Three core module types interact for running checks:

  • Executors: gather raw data (SQL queries or shell commands).

  • Validators: lua-based logic for interpreting gathered data.

  • Configuration: maps executors/validators to each check, including metadata like PostgreSQL version applicability.

This modular structure provides a high degree of customization and allows users to add their own environment-specific checks without having to modify the main program code.

Configuration file (config.json)

The checks are configured via a JSON file.

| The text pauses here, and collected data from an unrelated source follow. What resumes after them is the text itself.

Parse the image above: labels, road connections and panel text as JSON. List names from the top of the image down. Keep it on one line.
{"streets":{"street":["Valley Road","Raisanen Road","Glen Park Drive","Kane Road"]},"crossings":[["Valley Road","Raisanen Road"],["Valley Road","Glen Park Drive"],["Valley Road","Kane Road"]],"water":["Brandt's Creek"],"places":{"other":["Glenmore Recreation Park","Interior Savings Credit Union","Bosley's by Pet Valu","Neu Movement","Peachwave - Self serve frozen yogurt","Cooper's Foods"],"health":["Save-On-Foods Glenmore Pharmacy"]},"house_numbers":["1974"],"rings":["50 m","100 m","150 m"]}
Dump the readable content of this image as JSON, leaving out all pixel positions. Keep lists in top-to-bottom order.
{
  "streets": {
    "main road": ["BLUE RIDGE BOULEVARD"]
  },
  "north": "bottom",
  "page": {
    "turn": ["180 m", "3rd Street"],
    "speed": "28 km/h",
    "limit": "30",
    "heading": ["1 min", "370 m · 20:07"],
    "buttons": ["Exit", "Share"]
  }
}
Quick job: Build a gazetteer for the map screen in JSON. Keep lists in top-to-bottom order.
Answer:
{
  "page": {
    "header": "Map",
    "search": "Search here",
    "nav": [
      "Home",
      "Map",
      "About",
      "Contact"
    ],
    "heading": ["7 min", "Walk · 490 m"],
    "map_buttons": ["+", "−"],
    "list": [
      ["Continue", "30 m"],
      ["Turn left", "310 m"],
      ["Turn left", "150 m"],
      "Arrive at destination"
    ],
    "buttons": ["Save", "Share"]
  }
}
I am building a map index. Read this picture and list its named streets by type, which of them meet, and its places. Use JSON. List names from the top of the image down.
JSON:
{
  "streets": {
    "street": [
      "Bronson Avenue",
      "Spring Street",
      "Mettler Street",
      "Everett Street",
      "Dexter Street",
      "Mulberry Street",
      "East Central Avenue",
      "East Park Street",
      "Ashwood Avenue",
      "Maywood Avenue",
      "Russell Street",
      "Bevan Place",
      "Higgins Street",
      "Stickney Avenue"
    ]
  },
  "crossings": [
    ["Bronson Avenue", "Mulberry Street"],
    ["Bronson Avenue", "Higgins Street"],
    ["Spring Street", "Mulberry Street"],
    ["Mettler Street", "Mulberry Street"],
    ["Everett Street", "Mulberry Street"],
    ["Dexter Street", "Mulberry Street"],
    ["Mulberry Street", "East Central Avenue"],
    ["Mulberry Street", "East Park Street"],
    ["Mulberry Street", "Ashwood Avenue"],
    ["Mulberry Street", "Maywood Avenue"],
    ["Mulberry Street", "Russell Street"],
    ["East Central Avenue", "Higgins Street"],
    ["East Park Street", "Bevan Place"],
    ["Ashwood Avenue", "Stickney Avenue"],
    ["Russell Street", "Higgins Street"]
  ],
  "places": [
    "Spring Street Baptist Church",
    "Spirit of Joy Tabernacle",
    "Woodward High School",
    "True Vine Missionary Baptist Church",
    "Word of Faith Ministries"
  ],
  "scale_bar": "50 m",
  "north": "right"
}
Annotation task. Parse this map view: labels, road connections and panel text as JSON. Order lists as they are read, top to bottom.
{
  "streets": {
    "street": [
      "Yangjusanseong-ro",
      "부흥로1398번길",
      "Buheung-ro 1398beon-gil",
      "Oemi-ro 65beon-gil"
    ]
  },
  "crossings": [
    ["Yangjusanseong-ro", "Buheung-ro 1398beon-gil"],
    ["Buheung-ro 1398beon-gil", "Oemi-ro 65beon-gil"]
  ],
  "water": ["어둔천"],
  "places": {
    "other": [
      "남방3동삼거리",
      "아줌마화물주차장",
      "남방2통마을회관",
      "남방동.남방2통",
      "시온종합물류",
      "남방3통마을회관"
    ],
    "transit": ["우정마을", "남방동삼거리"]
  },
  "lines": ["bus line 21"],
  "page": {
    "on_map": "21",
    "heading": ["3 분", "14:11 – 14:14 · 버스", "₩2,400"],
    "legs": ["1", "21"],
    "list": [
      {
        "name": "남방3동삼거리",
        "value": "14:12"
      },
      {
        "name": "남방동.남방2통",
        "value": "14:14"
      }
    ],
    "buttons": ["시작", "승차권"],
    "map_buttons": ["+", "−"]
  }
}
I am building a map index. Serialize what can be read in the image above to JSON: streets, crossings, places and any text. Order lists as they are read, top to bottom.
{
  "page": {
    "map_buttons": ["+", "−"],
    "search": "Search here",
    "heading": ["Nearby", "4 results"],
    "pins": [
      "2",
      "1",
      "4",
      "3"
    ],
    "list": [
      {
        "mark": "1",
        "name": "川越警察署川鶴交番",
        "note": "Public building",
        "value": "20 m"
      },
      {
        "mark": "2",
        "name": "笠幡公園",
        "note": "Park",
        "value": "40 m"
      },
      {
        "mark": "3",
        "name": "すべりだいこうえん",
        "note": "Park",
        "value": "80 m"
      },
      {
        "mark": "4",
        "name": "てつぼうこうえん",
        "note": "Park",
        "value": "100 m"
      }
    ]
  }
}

Example, simple_config.json: 

{
	"header": "Server and Database Information Report",
    "report_name": "Report name",
    "description": "Some description",

    "section" : {

        "system" : {
            "header": "Example bash test",
            "description": "Common info about current host",
            "items": [
                {
                    "name": "hello world check",
    
                    "description" : "Compare hello world results",

                    "executors": [
                        {
                          "script": "tests/common/script/simple_script.sh",
                          "min_ver": "none",
                          "max_ver": "none"
                        }
                    ],
                    "validators": [
                        {
                          "script": "tests/common/lua/simple_bash_validate.lua",
                          "min_ver": "none",
                          "max_ver": "none"
                        }
                    ]
                }
            ]
        },
        "sql" : {
            "header": "Example sql test",
            "description": "Test connection into database",
            "items": [
                {
                    "name" : "select pg_version",
                    
                    "description" : "select pg_version",
                    
                    "executors": [
                        {
                          "script": "tests/common/script/simple_sql.sql",
                          "min_ver": "none",
                          "max_ver": "none"
                        }
                    ],
                    "validators": [
                        {
                          "script": "tests/common/lua/simple_sql_validate.lua",
                          "min_ver": "none",
                          "max_ver": "none"
                        }
                    ]
                }
            ]
        }
    }
}

Global fields

  • header (String): report header.

  • report_name (String): report name.

  • description (String): general description.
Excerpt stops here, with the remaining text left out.